## SOURCE MATERIAL
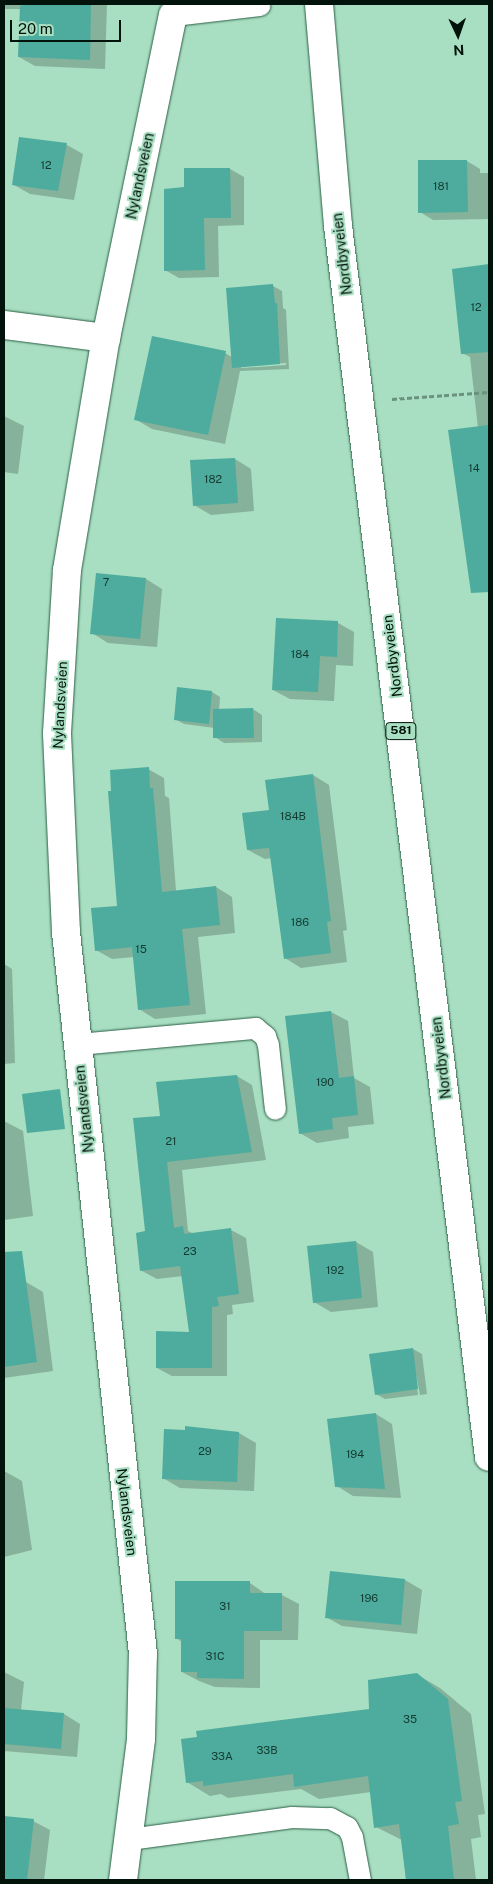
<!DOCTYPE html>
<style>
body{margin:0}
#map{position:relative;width:493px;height:1884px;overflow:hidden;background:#a8dec1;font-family:"Public Sans",sans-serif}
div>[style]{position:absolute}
.shadow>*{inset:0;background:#0003}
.building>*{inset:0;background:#4dac9d}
.path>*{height:3px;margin-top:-1.5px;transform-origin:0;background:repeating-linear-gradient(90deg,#6a927d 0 5px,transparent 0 7.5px)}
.roads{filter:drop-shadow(0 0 1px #2c5f47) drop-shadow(0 0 1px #2c5f47)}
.lane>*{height:21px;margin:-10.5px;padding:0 10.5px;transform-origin:10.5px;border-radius:10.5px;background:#fff}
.street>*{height:28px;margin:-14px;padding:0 14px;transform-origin:14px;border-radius:14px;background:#fff}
.primary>*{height:28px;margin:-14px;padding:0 14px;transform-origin:14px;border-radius:14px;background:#fff}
span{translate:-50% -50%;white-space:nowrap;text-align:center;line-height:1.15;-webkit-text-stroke:4px #a8dec1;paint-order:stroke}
.number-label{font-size:11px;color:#14392f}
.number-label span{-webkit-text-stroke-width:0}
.shield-label span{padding:1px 4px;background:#a8dec1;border:1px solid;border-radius:4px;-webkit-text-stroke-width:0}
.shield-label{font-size:12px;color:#01130a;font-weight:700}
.street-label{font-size:14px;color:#01130a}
.frame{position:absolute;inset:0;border:5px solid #01130a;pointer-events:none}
.north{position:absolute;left:433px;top:10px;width:50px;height:50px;-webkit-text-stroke:4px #a8dec1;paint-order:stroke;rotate:177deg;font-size:14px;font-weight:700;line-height:20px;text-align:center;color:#01130a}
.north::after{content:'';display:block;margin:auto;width:18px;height:22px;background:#01130a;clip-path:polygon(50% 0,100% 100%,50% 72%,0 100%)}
.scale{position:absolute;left:10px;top:20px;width:111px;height:22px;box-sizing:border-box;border:2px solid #01130a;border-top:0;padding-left:6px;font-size:15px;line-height:18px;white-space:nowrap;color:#01130a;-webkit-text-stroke:4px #a8dec1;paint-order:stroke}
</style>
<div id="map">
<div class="shadow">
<i style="clip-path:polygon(4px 4px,107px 4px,105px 69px,35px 66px,19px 57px,21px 9px,4px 9px)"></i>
<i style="clip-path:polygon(67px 145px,83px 154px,74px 200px,30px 194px,14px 185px)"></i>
<i style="clip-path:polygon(467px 161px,480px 169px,480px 173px,489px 173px,489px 219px,433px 220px,420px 212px)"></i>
<i style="clip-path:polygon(185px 169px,230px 169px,244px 177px,244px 225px,218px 226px,219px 277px,179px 278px,165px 270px,185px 188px)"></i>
<i style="clip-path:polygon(489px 266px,489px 571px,483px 572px,478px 428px,470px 357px,462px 353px,453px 270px)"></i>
<i style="clip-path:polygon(evenodd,273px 286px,282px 291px,283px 308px,286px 310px,289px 369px,240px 371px,225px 444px,152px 429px,135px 419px,225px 353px,232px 357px,273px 286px,286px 363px,286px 365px,241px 368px,241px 366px,286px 363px)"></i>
<i style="clip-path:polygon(4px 416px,24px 426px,18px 474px,4px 472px)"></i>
<i style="clip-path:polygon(235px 459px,251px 469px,254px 511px,211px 515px,194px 505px)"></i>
<i style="clip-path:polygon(146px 579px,162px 589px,157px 647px,108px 643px,92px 633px)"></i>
<i style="clip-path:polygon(338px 623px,354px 632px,353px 666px,336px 665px,334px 701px,290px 699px,273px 690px)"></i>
<i style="clip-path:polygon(212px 692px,220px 697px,219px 710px,253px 709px,262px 715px,262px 742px,224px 743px,215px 737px,215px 728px,184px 724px,175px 719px)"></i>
<i style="clip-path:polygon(148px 769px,164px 778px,165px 796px,169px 798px,176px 891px,216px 887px,232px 897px,235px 933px,198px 937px,206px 1014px,155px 1019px,139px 1009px,134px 957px,112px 959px,96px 950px,118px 907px)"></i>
<i style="clip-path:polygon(313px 775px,329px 785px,347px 930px,343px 931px,347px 962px,301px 968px,285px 958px,272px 858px,265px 859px,248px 850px,271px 811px)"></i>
<i style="clip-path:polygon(4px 964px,12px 969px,15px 1063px,4px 1064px)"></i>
<i style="clip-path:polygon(331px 1012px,348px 1021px,354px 1078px,370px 1087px,374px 1124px,348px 1127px,349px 1138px,317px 1143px,300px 1133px)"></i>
<i style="clip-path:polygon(237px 1076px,252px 1085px,266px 1160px,182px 1170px,188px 1231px,194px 1234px,231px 1230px,246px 1238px,254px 1302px,232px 1305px,233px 1314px,227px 1315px,227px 1376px,172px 1376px,157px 1368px,190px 1333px,183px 1276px,157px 1279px,142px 1271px,161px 1117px)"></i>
<i style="clip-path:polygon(4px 1121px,23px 1131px,33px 1216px,4px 1220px)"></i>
<i style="clip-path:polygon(356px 1242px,373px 1252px,378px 1307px,331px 1312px,314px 1302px)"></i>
<i style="clip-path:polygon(26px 1282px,43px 1292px,53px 1371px,4px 1378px,4px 1285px)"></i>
<i style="clip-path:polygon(413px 1349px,422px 1354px,427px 1394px,420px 1395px,412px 1353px,418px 1395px,385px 1399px,376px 1394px)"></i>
<i style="clip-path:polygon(376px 1414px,392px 1424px,401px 1498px,353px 1496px,337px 1486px)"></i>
<i style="clip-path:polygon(186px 1428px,239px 1433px,256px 1443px,254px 1491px,180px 1488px,163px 1478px)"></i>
<i style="clip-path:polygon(4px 1471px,22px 1481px,32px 1550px,4px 1557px)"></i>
<i style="clip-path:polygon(331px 1572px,405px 1580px,422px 1590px,417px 1634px,342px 1626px,326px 1617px)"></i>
<i style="clip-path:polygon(176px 1582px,250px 1583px,267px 1595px,282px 1595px,299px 1604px,298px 1640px,260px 1640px,260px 1688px,215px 1687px,199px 1681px,182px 1672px,182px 1642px,176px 1638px)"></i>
<i style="clip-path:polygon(4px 1672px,24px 1682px,21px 1710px,64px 1714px,80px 1724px,77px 1757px,4px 1751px)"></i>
<i style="clip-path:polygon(416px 1674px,440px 1688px,471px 1714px,485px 1814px,478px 1815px,481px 1837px,471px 1839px,476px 1880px,406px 1880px,402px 1840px,376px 1827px,371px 1792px,319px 1799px,301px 1789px,228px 1798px,221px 1794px,210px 1796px,187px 1782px,371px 1710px)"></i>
<i style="clip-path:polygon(4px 1818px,33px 1821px,50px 1830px,44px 1880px,4px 1880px)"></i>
</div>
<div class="building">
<i style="clip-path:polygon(28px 4px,91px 4px,90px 60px,18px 57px,20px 6px)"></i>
<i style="clip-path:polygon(19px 137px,67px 143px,58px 191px,12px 185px)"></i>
<i style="clip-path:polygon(418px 160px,467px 160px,468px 212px,418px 213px)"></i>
<i style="clip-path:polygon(184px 168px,230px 168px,231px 218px,204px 218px,205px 270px,164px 271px,164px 189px,184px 187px)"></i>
<i style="clip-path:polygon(489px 264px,489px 352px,461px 354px,452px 269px)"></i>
<i style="clip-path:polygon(273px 284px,275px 303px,277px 303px,280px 364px,232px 368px,226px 288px)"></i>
<i style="clip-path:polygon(152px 336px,226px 351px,208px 435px,134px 420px)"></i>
<i style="clip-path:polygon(489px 425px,489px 592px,471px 593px,448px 430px)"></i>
<i style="clip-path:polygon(235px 458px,238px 503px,193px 506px,190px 460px)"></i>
<i style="clip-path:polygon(96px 573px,146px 578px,140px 639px,90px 634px)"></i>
<i style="clip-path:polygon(276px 618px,338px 621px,337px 657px,320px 656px,318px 692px,272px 690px)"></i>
<i style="clip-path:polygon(177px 687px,212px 691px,209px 724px,174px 720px)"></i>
<i style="clip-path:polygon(253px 708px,254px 738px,213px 738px,213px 709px)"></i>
<i style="clip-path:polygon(149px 767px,150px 788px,153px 788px,162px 892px,216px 886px,220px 925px,182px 929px,190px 1005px,138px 1010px,132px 947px,95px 951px,91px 908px,117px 906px,108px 791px,111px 791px,110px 770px)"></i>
<i style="clip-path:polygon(313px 774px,331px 921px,327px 922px,331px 953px,284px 959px,269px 848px,247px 850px,242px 813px,269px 810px,265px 780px)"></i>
<i style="clip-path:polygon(331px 1011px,339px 1078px,354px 1076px,358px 1115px,332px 1118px,333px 1129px,299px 1134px,285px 1016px)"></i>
<i style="clip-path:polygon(237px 1075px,252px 1152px,167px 1162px,174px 1228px,183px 1226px,184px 1234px,231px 1228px,239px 1294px,217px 1297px,219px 1306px,212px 1307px,212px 1368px,156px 1368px,156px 1331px,189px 1332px,180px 1266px,140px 1271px,136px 1233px,145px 1231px,133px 1118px,160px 1116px,156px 1082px)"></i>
<i style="clip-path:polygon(60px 1089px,65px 1129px,27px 1133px,22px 1094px)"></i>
<i style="clip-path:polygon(356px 1241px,362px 1298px,313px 1303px,307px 1246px)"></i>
<i style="clip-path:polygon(22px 1251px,37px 1362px,4px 1367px,4px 1252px)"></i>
<i style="clip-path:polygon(413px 1348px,418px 1389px,375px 1395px,369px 1354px)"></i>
<i style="clip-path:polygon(376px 1413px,385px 1489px,335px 1487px,327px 1419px)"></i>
<i style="clip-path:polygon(185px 1426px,239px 1432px,237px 1482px,162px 1479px,164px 1429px,185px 1430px)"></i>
<i style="clip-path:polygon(330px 1571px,405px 1579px,401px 1625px,325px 1618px)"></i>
<i style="clip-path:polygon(175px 1581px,250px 1581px,250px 1593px,282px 1593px,282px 1631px,244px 1631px,244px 1679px,197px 1678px,197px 1672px,181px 1672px,181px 1639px,175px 1639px)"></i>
<i style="clip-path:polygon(417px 1673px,448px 1699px,462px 1801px,455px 1802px,459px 1824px,448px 1826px,454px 1880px,406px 1880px,399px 1824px,374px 1828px,368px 1776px,294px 1787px,293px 1774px,203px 1786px,203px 1781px,186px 1783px,181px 1739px,197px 1737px,196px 1731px,369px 1709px,368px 1680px)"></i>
<i style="clip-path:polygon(4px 1708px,64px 1713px,61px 1749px,4px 1744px)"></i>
<i style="clip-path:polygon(4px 1816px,34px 1819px,27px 1880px,4px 1880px)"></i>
</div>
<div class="path">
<i style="left:392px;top:399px;width:97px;rotate:-4.1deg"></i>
</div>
<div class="roads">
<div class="lane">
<i style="left:173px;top:15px;width:87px;rotate:-6.6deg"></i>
<i style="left:78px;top:1044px;width:178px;rotate:-5.2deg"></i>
<i style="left:255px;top:1028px;width:13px;rotate:39deg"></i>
<i style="left:265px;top:1036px;width:9px;rotate:72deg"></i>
<i style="left:268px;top:1045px;width:64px;rotate:83.8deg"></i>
<i style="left:129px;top:1839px;width:164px;rotate:-7.7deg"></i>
<i style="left:292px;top:1817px;width:38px;rotate:2deg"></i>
<i style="left:330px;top:1818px;width:19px;rotate:28deg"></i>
<i style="left:347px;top:1827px;width:11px;rotate:63deg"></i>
<i style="left:352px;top:1837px;width:44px;rotate:79.5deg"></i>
</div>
<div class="street">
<i style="left:4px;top:325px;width:103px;rotate:7.3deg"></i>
<i style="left:123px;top:1880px;width:142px;rotate:-82.7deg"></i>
<i style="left:141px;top:1739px;width:85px;rotate:-88.7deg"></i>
<i style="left:143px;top:1654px;width:726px;rotate:-96.09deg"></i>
<i style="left:66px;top:932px;width:199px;rotate:-92.6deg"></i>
<i style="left:57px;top:733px;width:163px;rotate:-86.5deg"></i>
<i style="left:67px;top:570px;width:235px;rotate:-80.5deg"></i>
<i style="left:106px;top:338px;width:330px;rotate:-78.3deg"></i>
</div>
<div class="primary">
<i style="left:319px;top:4px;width:223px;rotate:85.1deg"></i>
<i style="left:338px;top:226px;width:1240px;rotate:83.01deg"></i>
</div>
</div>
<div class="number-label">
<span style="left:46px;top:165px">12</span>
<span style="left:441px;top:186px">181</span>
<span style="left:476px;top:307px">12</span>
<span style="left:474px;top:468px">14</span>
<span style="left:213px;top:479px">182</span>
<span style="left:106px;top:582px">7</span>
<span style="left:300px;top:654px">184</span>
<span style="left:293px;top:816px">184B</span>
<span style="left:300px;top:922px">186</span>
<span style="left:141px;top:949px">15</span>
<span style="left:325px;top:1082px">190</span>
<span style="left:171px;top:1141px">21</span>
<span style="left:190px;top:1251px">23</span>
<span style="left:335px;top:1270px">192</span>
<span style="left:205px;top:1451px">29</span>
<span style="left:355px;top:1454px">194</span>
<span style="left:369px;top:1598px">196</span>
<span style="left:225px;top:1606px">31</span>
<span style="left:215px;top:1656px">31C</span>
<span style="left:410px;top:1719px">35</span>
<span style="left:267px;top:1750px">33B</span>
<span style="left:222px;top:1756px">33A</span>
</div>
<div class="shield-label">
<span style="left:401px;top:731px">581</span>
</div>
<div class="street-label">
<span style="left:140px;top:176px;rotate:-78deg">Nylandsveien</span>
<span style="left:342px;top:254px;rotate:-97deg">Nordbyveien</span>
<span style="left:392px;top:656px;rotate:-97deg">Nordbyveien</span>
<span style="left:60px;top:705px;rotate:-87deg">Nylandsveien</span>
<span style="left:441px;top:1058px;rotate:-97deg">Nordbyveien</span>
<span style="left:84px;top:1109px;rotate:-96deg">Nylandsveien</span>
<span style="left:127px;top:1512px;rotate:83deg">Nylandsveien</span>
</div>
<div class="frame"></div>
<div class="north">N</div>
<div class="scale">20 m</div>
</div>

## TASK DETAILS
Which lines of the records above hold the word "lane"? Copy each one out.

## SOLUTION TO THE PROBLEM
.lane>*{height:21px;margin:-10.5px;padding:0 10.5px;transform-origin:10.5px;border-radius:10.5px;background:#fff}
<div class="lane">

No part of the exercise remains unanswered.